# [What the task asks]
Only lines with the word "summary" are needed; collect each of them from the listing below.

# [Stored data]

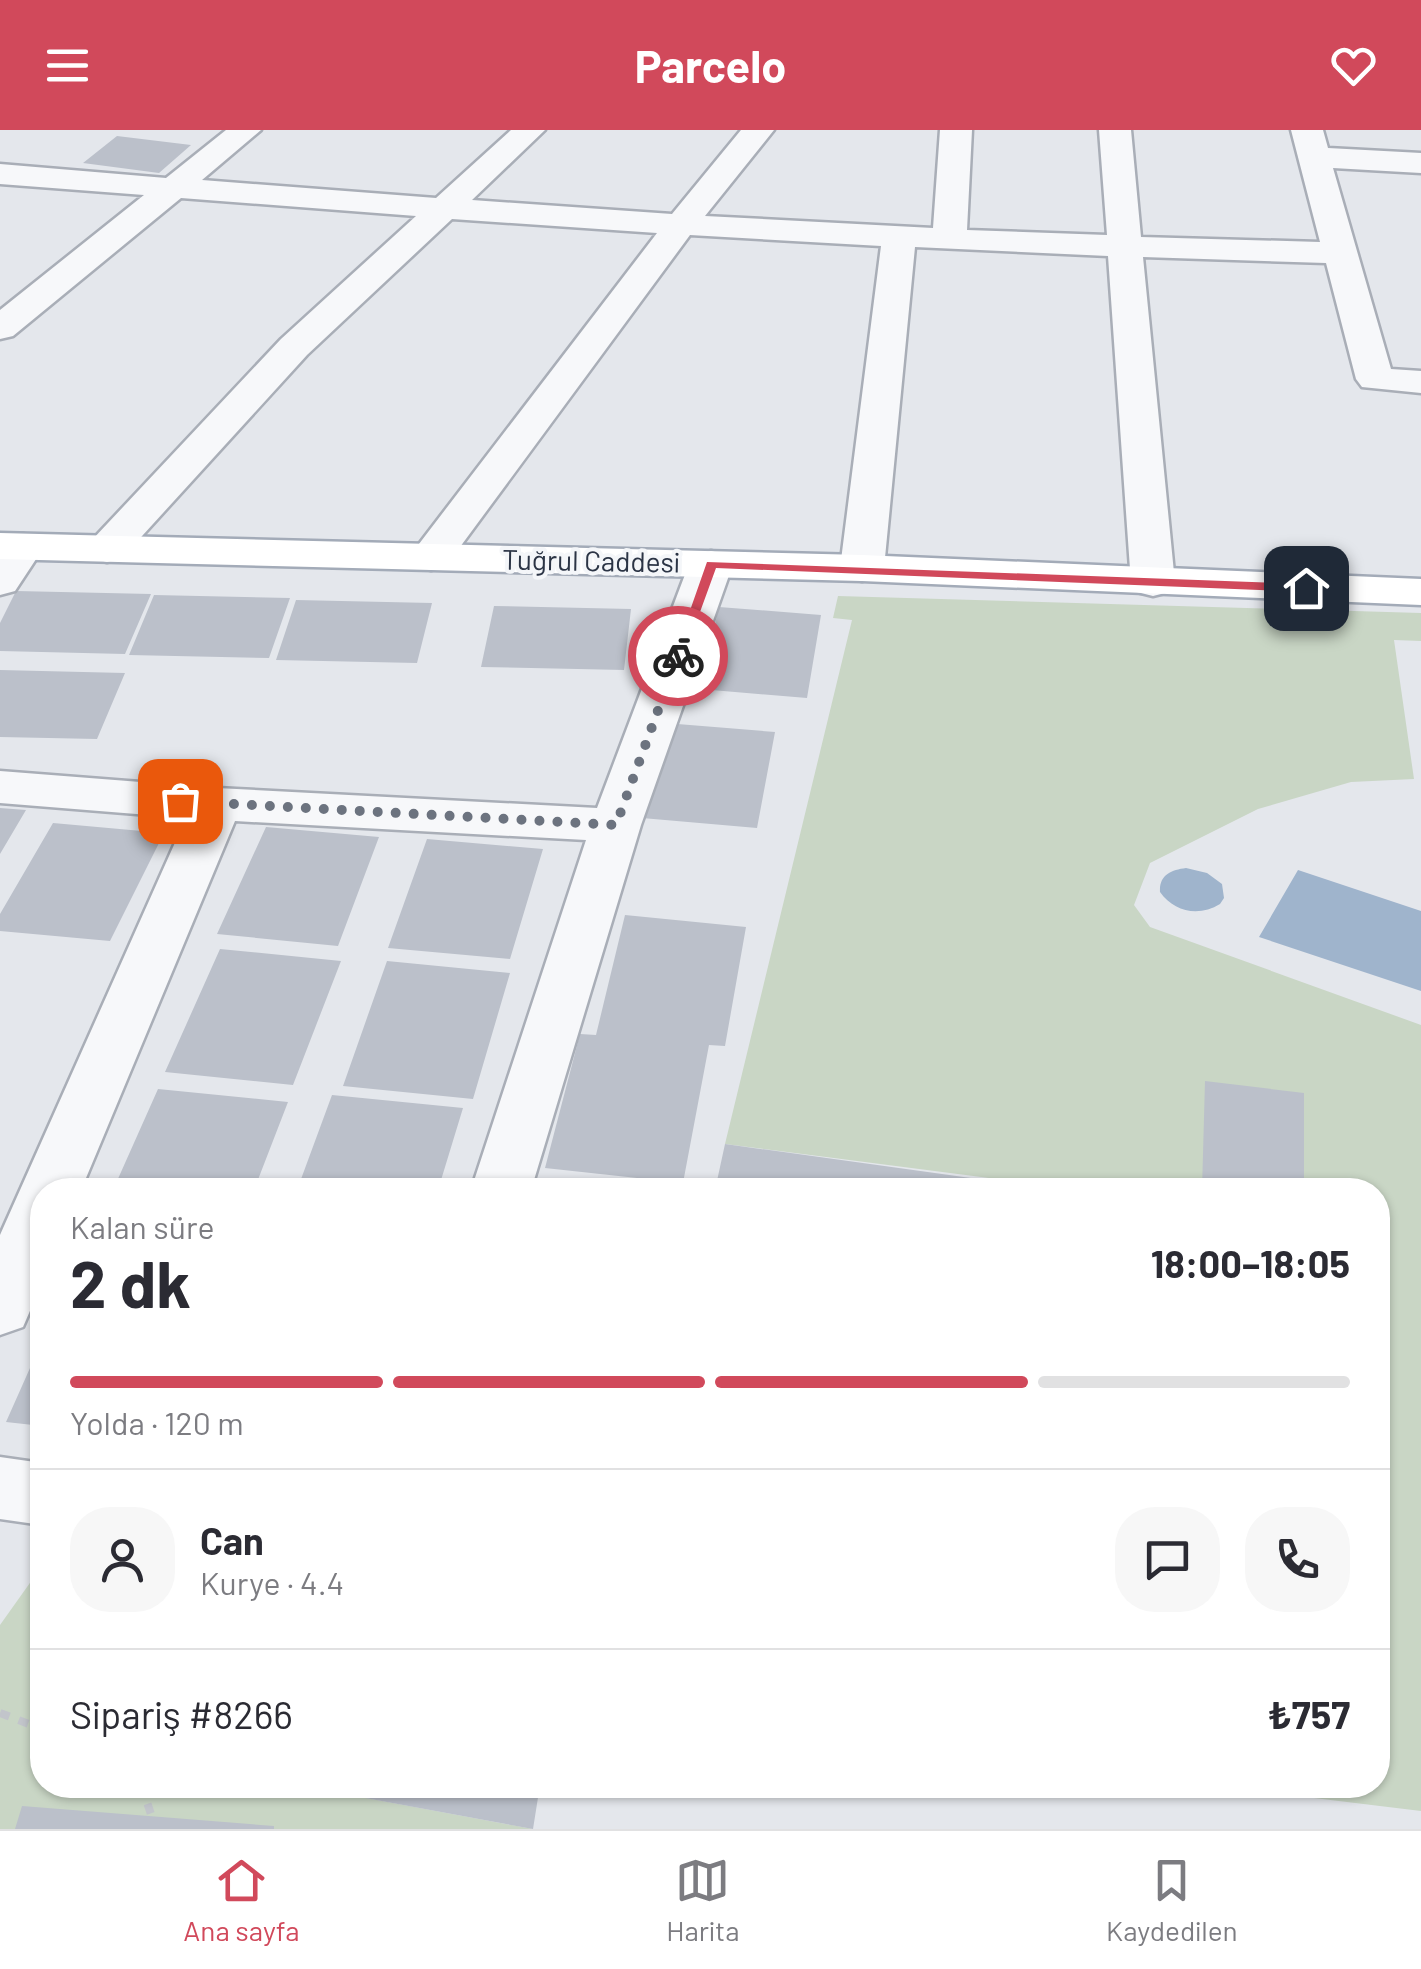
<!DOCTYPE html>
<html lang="tr">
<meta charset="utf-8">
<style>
:root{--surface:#fff;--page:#f7f7f7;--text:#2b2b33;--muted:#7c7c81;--line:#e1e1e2;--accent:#d1495b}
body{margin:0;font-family:Barlow,sans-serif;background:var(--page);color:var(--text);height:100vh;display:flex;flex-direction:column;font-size:38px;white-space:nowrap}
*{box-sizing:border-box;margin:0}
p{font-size:32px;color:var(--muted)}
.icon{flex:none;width:55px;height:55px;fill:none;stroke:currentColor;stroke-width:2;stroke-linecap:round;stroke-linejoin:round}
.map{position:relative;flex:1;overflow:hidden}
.side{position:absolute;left:30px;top:1048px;width:1360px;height:620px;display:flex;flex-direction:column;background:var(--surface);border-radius:40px;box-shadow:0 2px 8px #0004}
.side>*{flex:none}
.pin{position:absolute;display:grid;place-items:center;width:85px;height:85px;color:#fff;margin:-42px;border-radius:20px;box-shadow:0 5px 15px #0006}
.courier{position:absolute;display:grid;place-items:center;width:100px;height:100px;margin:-50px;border:8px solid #d1495b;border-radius:50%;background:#fff;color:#222;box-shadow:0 2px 12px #0007}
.summary em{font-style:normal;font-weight:700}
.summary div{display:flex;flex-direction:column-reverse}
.summary{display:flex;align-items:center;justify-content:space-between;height:170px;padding:0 40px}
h1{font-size:65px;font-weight:700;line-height:75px}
.bar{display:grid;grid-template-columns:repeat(4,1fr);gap:15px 10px;align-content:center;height:120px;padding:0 40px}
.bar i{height:12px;border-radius:8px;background:var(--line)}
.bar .active{background:var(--accent)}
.bar p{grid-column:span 4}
.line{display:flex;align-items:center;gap:25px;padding:0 40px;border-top:2px solid var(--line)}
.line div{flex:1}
.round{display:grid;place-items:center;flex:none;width:105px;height:105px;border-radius:40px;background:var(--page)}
header{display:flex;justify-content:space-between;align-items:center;height:130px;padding:0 40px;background:var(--accent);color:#fff;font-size:45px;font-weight:700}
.menu{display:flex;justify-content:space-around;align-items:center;height:140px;border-top:2px solid var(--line);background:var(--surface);font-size:28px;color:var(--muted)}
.menu a{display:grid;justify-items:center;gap:5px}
.menu .active{color:var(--accent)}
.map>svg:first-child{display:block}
.green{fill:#c9d6c5}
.water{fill:#9fb4cc}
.building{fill:#bbc0ca}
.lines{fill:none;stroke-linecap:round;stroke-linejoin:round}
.street-casing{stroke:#a9aeb7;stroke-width:5}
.primary-casing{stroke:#a3abb8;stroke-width:5}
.path{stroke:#c2c5cb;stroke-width:8;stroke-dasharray:10 10;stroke-linecap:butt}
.street{fill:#f7f8fa;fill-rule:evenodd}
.primary{fill:#fff;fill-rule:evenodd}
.route{fill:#d1495b}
.done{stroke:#6c737f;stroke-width:10;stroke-dasharray:0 18}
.labels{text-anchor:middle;stroke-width:8;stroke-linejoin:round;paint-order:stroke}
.far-street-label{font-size:28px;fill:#2b3445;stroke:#f4f6f9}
</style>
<header><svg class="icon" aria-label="menu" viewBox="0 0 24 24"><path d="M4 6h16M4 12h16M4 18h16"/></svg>Parcelo<svg class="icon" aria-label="heart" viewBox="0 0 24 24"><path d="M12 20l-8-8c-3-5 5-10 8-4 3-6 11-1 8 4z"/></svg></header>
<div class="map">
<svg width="1421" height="1699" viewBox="0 0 1421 1699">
<rect width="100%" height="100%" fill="#e4e7ec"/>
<!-- green -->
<path class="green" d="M838,466L1421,483V511L1394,510L1414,649L1351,652L1258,679L1150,733L1134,775L1150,797L1421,895V1681L1314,1668L1282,1655H1378V1060H1083L725,1014L852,490L833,488Z
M32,1450H42V1655H352L350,1665L533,1699H0V1495Z"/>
<!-- water -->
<path class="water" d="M1186,738L1207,743L1222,754L1224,768L1220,774C1199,787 1174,782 1160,762C1159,745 1171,740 1186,738Z
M1298,740L1421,781V861L1259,807Z"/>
<!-- building -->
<path class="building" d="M117,6L191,15L159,43L83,33Z
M16,461L151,464L125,524L0,521V493Z
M154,465L290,468L269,528L129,525Z
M296,470L432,473L417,533L276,530Z
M494,476L631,479L624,540L481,537Z
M719,477L821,485L807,568L700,559Z
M0,540L125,543L97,609L0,607Z
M665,593L775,602L757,698L642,688Z
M0,678L26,680L0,724Z
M53,693L164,703L110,811L0,801V784Z
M266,697L379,707L338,816L217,804Z
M427,709L543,719L510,829L388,818Z
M625,785L746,797L725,916L709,915L683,1053L545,1038L580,904L596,905Z
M220,819L341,831L293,955L165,942Z
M387,831L510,843L473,969L343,956Z
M1205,951L1304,963V1060H1202Z
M158,959L288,972L254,1060H113Z
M332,965L463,978L438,1060H297Z
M725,1014L1014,1054L1013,1060H715Z
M532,1048L615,1057V1060H529Z
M42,1211V1296L6,1292Z
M352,1655H540L533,1699L349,1665Z
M22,1676L274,1696V1699H15Z"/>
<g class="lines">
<!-- street casing -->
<g class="street-casing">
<path id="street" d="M226,0H261L202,50L436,68L511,0H545L472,70L672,84L741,0H774L705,86L933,98L940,0H972L967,100L1107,105L1099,0H1131L1141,107L1320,112L1291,0H1323L1328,18L1421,23V43L1333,38L1391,239L1421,241V263L1362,257L1356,249L1326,133L1143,127L1175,453L1169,462L1153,466L1137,462L1131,453L1108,126L915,117L884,438L877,447L862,451L847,447L840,438L881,116L690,105L446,436L431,440L416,436L409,427L657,103L452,89L307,225L122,428L107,432L92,428L86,419L92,410L281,209L416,86L181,68L13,206L0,209V180L144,65L0,54V34L166,48Z
M23,404L38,408L44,417L15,461L0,465V419L8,408Z
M711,421L726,425L733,434L641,695L531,1060H471L586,710L235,691L81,1060H42V1153L23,1197L0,1205V1105L186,688L0,673V641L217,658L597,678L689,434L696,425Z
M0,1327L42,1333V1395L0,1389Z"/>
</g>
<!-- primary casing -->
<g class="primary-casing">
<path id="primary" d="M0,403L862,425L1421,449V475L862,451L0,429Z"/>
</g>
<!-- path -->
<path class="path" d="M0,1583L42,1599
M141,1655L152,1687"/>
<!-- street -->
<use href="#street" class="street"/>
<!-- primary -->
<use href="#primary" class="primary"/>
</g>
<!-- route -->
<path class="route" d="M707,432L1306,454L1313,458L1306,462L716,438L684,526L673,529Z"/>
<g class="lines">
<!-- done -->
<path class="done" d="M180,671L616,695L678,526"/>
</g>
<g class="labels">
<!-- far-street labels -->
<g class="far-street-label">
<text transform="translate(591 431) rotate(1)" y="10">Tuğrul Caddesi</text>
</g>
</g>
</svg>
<div class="pin" style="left:180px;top:671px;background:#ea580c"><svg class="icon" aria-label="bag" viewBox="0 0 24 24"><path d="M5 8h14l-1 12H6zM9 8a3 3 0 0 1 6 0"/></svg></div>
<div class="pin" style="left:1306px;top:458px;background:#1f2937"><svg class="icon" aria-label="home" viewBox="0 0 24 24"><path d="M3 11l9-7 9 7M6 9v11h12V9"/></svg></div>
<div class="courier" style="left:678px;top:526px"><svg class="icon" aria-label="bike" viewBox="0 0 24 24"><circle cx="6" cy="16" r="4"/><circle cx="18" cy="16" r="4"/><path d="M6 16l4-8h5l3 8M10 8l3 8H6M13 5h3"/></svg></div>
<section class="side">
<div class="summary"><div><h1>2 dk</h1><p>Kalan süre</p></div><em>18:00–18:05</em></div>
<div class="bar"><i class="active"></i><i class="active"></i><i class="active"></i><i></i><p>Yolda · 120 m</p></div>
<div class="line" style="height:180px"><a class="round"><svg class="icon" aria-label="person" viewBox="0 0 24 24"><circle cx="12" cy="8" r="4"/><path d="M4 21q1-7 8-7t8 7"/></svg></a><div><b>Can</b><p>Kurye · 4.4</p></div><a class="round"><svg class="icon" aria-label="chat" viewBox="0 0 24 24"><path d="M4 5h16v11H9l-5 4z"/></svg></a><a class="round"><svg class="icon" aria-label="phone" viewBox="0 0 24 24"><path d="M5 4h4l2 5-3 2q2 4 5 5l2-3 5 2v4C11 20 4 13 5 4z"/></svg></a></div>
<div class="line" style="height:130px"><div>Sipariş #8266</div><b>₺757</b></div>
</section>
</div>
<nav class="menu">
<a class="active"><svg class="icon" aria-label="home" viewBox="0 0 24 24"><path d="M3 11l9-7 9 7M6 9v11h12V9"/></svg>Ana sayfa</a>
<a><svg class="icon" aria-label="map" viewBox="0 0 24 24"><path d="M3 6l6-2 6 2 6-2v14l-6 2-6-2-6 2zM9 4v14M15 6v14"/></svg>Harita</a>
<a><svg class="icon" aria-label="saved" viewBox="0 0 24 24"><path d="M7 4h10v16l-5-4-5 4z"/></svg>Kaydedilen</a>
</nav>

# [Exercise response]
.summary em{font-style:normal;font-weight:700}
.summary div{display:flex;flex-direction:column-reverse}
.summary{display:flex;align-items:center;justify-content:space-between;height:170px;padding:0 40px}
<div class="summary"><div><h1>2 dk</h1><p>Kalan süre</p></div><em>18:00–18:05</em></div>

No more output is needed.